[Collected data entries]
————————

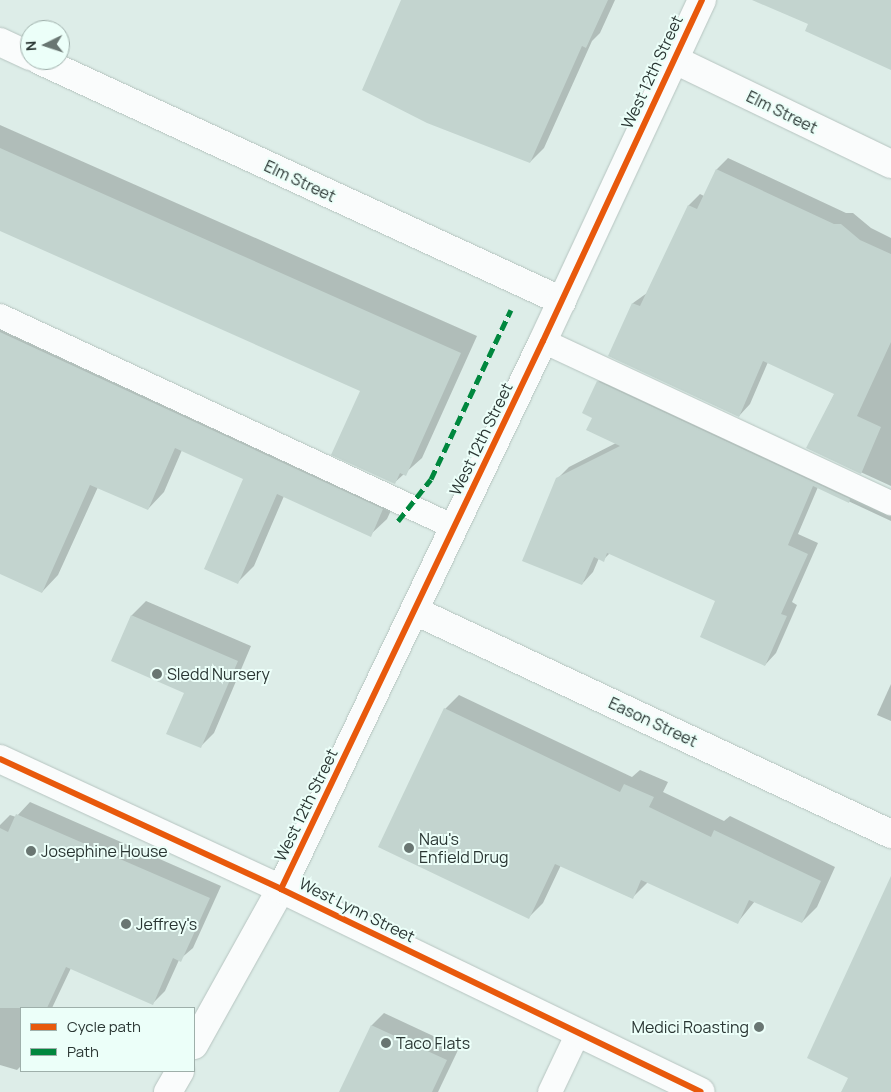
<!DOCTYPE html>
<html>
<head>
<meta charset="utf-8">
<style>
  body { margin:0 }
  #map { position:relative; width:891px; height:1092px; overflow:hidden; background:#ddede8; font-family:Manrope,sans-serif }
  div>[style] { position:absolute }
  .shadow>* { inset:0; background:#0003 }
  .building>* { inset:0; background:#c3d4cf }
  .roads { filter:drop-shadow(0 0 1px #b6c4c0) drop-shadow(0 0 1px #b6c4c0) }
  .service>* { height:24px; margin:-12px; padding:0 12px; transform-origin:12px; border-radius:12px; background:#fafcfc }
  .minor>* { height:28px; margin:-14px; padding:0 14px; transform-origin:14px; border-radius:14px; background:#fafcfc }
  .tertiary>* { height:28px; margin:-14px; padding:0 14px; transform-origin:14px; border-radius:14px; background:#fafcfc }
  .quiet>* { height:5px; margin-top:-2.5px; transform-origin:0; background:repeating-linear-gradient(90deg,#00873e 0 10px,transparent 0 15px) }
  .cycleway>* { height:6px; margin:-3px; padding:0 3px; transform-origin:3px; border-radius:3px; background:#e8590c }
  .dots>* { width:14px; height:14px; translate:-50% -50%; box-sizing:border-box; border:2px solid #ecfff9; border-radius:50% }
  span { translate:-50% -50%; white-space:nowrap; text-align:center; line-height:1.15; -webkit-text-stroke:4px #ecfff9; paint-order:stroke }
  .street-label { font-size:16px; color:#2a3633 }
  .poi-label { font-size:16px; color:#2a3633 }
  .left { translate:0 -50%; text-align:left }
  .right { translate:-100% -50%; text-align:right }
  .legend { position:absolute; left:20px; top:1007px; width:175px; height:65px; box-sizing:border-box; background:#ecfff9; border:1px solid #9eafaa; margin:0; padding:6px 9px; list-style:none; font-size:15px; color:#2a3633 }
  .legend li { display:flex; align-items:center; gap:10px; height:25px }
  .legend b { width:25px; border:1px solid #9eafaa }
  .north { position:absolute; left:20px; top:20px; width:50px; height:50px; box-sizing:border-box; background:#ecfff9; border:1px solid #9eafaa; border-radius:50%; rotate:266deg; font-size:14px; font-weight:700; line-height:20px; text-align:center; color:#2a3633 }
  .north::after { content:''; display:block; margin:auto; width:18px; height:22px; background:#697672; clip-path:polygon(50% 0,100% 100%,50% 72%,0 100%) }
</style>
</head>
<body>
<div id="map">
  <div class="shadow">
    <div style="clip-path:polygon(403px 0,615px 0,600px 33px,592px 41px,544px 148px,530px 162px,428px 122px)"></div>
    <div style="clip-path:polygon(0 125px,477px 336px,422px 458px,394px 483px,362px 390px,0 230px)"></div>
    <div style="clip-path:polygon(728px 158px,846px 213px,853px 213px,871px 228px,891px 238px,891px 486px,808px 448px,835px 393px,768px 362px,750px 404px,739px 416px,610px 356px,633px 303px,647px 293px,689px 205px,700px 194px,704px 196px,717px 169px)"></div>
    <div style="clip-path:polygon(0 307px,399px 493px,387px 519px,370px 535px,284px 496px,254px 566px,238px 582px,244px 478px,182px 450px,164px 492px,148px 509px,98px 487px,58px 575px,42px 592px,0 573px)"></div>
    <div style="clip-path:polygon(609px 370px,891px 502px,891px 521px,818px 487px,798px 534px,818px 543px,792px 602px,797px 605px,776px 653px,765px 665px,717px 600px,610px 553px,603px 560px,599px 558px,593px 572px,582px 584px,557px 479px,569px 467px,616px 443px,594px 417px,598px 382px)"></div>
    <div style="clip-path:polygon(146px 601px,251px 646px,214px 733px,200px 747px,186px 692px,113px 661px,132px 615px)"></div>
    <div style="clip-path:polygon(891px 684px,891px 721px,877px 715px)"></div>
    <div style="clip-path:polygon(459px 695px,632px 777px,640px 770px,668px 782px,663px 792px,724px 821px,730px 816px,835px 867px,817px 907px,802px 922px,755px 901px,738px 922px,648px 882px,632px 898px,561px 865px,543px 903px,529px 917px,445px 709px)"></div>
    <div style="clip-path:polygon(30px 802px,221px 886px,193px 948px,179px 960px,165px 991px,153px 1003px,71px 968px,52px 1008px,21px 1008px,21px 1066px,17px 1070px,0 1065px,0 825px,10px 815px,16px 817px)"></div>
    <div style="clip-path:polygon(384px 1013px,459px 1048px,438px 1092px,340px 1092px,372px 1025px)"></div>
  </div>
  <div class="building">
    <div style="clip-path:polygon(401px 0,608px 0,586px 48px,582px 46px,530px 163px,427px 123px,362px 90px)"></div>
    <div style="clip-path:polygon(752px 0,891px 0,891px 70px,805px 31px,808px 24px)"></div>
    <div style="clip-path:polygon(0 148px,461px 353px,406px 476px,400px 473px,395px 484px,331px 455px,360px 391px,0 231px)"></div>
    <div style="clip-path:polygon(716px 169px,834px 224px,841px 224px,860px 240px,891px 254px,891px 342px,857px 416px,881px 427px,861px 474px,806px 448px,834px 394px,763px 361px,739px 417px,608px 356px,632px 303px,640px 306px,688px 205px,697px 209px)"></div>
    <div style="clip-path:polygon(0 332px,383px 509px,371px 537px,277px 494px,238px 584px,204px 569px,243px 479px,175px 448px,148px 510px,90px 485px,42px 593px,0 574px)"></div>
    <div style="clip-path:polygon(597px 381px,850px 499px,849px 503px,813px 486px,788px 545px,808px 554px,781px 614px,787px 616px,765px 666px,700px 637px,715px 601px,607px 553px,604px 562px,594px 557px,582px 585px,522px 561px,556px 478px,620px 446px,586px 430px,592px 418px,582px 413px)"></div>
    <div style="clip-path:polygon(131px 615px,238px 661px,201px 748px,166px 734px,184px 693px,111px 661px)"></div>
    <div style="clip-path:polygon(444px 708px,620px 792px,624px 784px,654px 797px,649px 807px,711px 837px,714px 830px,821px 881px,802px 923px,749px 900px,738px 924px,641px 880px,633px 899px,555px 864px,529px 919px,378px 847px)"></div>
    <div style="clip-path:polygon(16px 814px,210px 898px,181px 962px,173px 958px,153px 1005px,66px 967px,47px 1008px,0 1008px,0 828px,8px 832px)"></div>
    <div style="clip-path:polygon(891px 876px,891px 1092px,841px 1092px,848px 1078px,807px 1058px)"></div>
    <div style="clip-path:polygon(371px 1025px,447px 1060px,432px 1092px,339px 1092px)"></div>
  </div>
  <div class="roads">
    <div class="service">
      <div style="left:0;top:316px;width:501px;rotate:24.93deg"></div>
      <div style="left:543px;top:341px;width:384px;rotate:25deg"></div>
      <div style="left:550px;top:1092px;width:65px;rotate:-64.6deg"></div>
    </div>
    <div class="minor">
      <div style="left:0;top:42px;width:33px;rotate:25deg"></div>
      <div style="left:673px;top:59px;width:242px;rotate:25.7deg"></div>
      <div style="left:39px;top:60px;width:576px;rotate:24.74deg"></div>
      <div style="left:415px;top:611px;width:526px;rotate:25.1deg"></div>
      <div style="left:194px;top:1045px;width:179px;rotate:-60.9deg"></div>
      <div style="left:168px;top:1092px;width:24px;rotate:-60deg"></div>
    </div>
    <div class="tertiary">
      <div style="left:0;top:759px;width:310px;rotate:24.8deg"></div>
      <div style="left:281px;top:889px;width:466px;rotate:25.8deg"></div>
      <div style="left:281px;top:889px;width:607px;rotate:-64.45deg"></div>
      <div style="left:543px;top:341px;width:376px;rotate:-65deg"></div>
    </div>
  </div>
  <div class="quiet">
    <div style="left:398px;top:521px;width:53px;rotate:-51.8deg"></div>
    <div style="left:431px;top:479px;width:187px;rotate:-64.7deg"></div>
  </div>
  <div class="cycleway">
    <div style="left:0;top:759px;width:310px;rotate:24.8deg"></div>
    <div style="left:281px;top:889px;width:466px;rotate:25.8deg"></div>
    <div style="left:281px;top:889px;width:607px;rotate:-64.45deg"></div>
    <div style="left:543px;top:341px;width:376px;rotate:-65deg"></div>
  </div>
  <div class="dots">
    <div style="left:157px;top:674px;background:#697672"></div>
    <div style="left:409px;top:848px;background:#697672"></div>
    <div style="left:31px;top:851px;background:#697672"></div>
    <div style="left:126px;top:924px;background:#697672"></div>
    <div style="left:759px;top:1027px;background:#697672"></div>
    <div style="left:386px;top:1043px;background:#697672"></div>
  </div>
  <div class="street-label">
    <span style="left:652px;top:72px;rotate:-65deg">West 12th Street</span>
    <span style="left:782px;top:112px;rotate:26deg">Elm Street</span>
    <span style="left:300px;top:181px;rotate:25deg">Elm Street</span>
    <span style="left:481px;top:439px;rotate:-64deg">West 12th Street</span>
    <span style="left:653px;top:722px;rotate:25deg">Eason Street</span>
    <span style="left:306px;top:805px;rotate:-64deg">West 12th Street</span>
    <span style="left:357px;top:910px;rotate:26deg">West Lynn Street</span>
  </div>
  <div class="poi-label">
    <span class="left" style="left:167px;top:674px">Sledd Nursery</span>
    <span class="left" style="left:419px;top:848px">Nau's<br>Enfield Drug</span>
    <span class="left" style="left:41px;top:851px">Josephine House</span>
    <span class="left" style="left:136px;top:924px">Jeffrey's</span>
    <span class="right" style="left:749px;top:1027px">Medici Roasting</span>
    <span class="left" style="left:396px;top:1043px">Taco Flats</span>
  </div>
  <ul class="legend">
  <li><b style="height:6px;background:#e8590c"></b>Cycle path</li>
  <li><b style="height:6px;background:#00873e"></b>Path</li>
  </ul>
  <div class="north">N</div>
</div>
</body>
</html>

————————

What is required
Report all lines of the data that include the word "font".

Result
  #map { position:relative; width:891px; height:1092px; overflow:hidden; background:#ddede8; font-family:Manrope,sans-serif }
  .street-label { font-size:16px; color:#2a3633 }
  .poi-label { font-size:16px; color:#2a3633 }
  .legend { position:absolute; left:20px; top:1007px; width:175px; height:65px; box-sizing:border-box; background:#ecfff9; border:1px solid #9eafaa; margin:0; padding:6px 9px; list-style:none; font-size:15px; color:#2a3633 }
  .north { position:absolute; left:20px; top:20px; width:50px; height:50px; box-sizing:border-box; background:#ecfff9; border:1px solid #9eafaa; border-radius:50%; rotate:266deg; font-size:14px; font-weight:700; line-height:20px; text-align:center; color:#2a3633 }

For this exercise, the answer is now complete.